**Task objective**
Go through the data and copy each line where the string "fillStyle" appears.

**Entries shown**
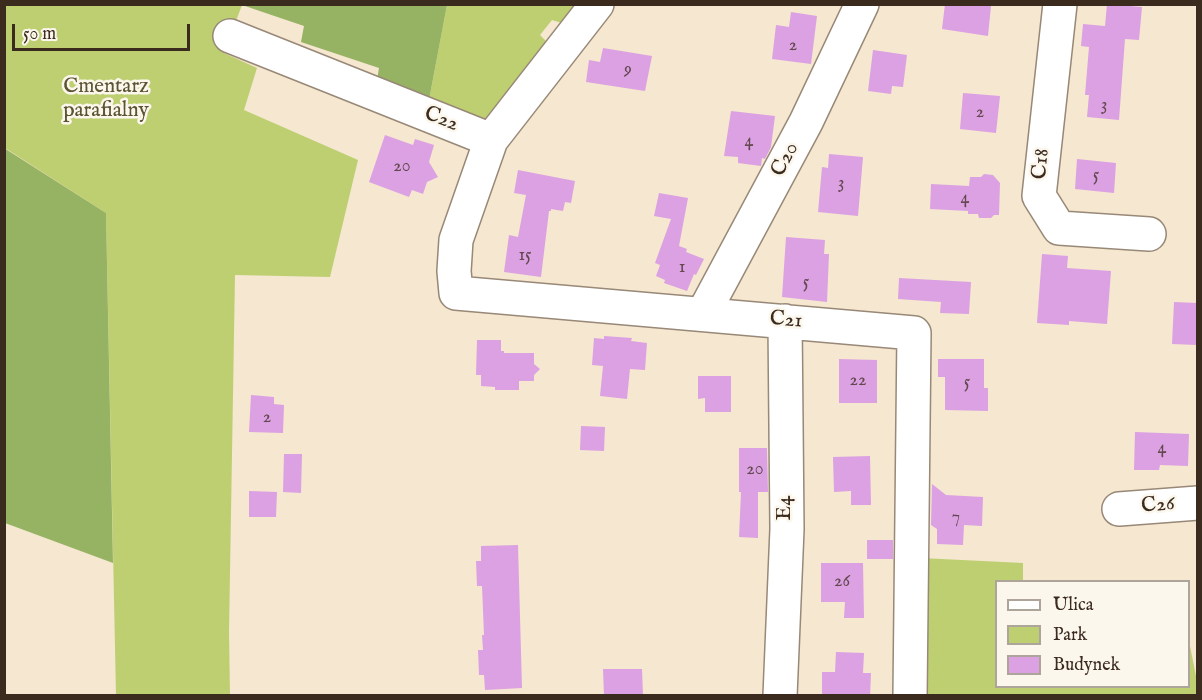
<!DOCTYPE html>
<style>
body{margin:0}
#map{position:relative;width:1202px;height:700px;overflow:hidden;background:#f5e7d0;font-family:"IM FELL English",serif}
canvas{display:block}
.frame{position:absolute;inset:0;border:6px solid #3b2a1e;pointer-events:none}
.legend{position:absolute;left:995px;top:580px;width:195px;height:108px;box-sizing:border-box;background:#fbf7ec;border:2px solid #aea59a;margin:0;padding:8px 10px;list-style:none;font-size:18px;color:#3b2a1e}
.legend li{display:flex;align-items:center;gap:12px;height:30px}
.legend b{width:30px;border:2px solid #aea59a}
.scale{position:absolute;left:12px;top:24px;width:178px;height:27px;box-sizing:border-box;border:3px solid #3b2a1e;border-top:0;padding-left:8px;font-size:18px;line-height:21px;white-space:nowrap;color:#3b2a1e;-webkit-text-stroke:4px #fbf7ec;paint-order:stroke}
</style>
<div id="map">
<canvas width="1202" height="700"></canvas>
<div class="frame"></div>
<ul class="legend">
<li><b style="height:8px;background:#fff"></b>Ulica</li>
<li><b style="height:16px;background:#becf71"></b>Park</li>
<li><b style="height:16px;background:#dba1e3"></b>Budynek</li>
</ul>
<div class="scale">50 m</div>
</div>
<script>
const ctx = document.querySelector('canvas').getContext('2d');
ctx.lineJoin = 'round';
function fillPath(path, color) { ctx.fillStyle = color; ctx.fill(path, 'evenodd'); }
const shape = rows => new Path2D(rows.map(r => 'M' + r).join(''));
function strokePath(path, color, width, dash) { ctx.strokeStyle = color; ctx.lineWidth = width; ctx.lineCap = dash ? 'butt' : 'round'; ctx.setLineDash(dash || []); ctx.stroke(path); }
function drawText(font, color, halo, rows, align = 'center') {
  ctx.font = font + ' "IM FELL English",serif'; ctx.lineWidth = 5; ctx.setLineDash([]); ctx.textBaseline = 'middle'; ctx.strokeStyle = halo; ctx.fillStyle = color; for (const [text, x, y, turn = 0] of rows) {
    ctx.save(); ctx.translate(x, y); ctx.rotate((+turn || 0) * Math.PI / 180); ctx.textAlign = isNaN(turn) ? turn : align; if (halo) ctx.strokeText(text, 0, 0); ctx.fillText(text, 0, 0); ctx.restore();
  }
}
const green = shape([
 [4,5,242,5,224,53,257,68,244,110,358,160,330,277,235,275,229,632,230,695,116,695,106,213,5,148],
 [447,5,591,5,568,25,552,20,540,35,554,49,490,128,429,100],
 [921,558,1023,563,1023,581,996,582,996,686,1188,686,1189,641,1198,686,1197,696,919,696]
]);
const forest = shape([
 [242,5,447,5,429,100,377,80,379,68,301,42,304,26],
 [4,148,106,213,113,563,5,523]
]);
const building = shape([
 [945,4,991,6,988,36,942,29],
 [1107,4,1142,7,1139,40,1125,39,1119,120,1087,117,1089,95,1085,95,1089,47,1081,46,1083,24,1105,26],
 [791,12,817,16,811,64,772,59,776,25,789,27],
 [603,48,652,56,645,91,586,82,589,60,600,62],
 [873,50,907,55,903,87,892,86,891,94,868,91],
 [963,93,1000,96,996,133,960,129],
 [731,111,775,116,771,147,765,159,762,158,761,166,738,163,738,157,724,156],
 [385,135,413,145,415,139,434,145,429,162,438,177,427,182,423,194,412,190,409,197,369,182],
 [829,154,863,157,858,216,818,212,822,167,828,168],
 [1077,159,1116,163,1114,193,1075,189],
 [518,170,575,181,571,203,565,202,563,211,551,209,551,211,549,211,541,277,504,272,509,235,518,237,526,195,514,193],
 [984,174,993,175,1000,183,999,215,994,215,991,218,979,218,978,214,968,214,968,211,930,209,931,184,969,186,970,177,981,177],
 [659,193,688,198,679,246,687,249,686,252,704,259,696,275,694,274,687,291,664,283,665,280,656,276,660,265,655,263,671,219,654,216],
 [786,237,825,240,824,254,829,254,827,302,782,297],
 [1042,254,1068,256,1067,268,1111,271,1107,324,1069,321,1069,325,1037,323],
 [899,278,971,282,969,314,940,313,941,302,898,299],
 [1174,302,1197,303,1197,345,1172,344],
 [604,336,632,338,631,341,647,343,645,370,630,369,627,399,600,396,603,366,592,365,594,338,604,339],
 [477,340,501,340,501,351,504,351,504,353,534,353,534,364,540,369,534,375,534,381,519,381,519,390,495,390,495,387,481,386,481,375,476,375],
 [839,359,877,360,877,403,839,403],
 [938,359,984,359,984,388,988,388,988,411,945,410,945,377,938,377],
 [698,376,731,376,731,412,705,412,705,398,698,399],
 [251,395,274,397,274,404,284,405,283,433,249,432],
 [581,426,605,427,604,451,580,450],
 [1135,432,1189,434,1188,466,1160,465,1159,470,1134,470],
 [739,448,767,448,768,492,758,492,758,538,739,537,741,492,739,492],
 [284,454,302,454,301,493,283,492],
 [870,456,871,505,851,505,851,491,834,492,833,457],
 [932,484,946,495,983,497,982,526,964,525,963,545,937,544,937,529,931,525],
 [249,491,277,492,276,517,249,517],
 [867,540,893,540,893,559,867,559],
 [518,545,522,688,485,690,484,675,479,675,478,650,483,650,482,635,484,635,482,586,477,586,476,561,481,561,481,546],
 [821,563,863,563,864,618,844,618,845,602,821,602],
 [836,652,864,653,863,673,871,673,870,696,822,696,822,672,835,672],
 [603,669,642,669,643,696,604,696]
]);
const minor = shape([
 [1060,4,1039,196,1059,228,1149,234],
 [230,36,491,140,597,4],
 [491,140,456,240,454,271,456,293,914,333,910,696],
 [703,314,806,122,862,4],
 [1119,509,1198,503],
 [780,696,787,529,785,321]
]);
const numberNames = [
 ["2",793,46],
 ["9",628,70],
 ["3",1104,106],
 ["2",980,113],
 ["4",749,142],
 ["20",402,167],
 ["5",1096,176],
 ["3",841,184],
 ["4",965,199],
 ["15",525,256],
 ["1",682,268],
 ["5",806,283],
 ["22",858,381],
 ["5",967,383],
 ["2",267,418],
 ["4",1162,449],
 ["20",755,470],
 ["7",956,518],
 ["26",842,582]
];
const parkNames = [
 ["Cmentarz",106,88],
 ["parafialny",106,112]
];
const streetNames = [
 ["C22",441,120,22],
 ["C20",786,160,-62],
 ["C18",1042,164,-84],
 ["C21",786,321,5],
 ["C26",1158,506,-4],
 ["E4",786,508,-90]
];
fillPath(green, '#becf71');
fillPath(forest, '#96b263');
fillPath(building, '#dba1e3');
strokePath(minor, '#988877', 36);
strokePath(minor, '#fff', 33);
drawText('18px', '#63484f', null, numberNames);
drawText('21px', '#5c5333', '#fbf7ec', parkNames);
drawText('21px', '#3b2a1e', '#fbf7ec', streetNames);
</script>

**Task answer**
function fillPath(path, color) { ctx.fillStyle = color; ctx.fill(path, 'evenodd'); }
  ctx.font = font + ' "IM FELL English",serif'; ctx.lineWidth = 5; ctx.setLineDash([]); ctx.textBaseline = 'middle'; ctx.strokeStyle = halo; ctx.fillStyle = color; for (const [text, x, y, turn = 0] of rows) {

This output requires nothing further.